Assignment
Every record must be reproduced exactly. Leave none out.

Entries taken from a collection
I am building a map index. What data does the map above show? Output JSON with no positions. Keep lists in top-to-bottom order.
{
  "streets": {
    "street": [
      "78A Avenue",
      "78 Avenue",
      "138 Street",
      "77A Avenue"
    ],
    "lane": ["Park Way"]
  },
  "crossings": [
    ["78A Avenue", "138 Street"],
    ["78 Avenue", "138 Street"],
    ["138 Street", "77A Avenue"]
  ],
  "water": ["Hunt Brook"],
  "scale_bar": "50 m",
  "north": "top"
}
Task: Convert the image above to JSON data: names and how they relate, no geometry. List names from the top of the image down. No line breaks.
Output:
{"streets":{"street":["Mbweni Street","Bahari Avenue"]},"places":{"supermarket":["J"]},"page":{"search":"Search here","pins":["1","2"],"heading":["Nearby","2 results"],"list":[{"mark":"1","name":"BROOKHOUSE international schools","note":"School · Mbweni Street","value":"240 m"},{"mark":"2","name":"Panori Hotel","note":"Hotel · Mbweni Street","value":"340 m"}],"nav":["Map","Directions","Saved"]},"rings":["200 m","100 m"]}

Result for this task
I am building a map index. What data does the map above show? Output JSON with no positions. Keep lists in top-to-bottom order.
{
  "streets": {
    "street": [
      "78A Avenue",
      "78 Avenue",
      "138 Street",
      "77A Avenue"
    ],
    "lane": ["Park Way"]
  },
  "crossings": [
    ["78A Avenue", "138 Street"],
    ["78 Avenue", "138 Street"],
    ["138 Street", "77A Avenue"]
  ],
  "water": ["Hunt Brook"],
  "scale_bar": "50 m",
  "north": "top"
}
Task: Convert the image above to JSON data: names and how they relate, no geometry. List names from the top of the image down. No line breaks.
Output:
{"streets":{"street":["Mbweni Street","Bahari Avenue"]},"places":{"supermarket":["J"]},"page":{"search":"Search here","pins":["1","2"],"heading":["Nearby","2 results"],"list":[{"mark":"1","name":"BROOKHOUSE international schools","note":"School · Mbweni Street","value":"240 m"},{"mark":"2","name":"Panori Hotel","note":"Hotel · Mbweni Street","value":"340 m"}],"nav":["Map","Directions","Saved"]},"rings":["200 m","100 m"]}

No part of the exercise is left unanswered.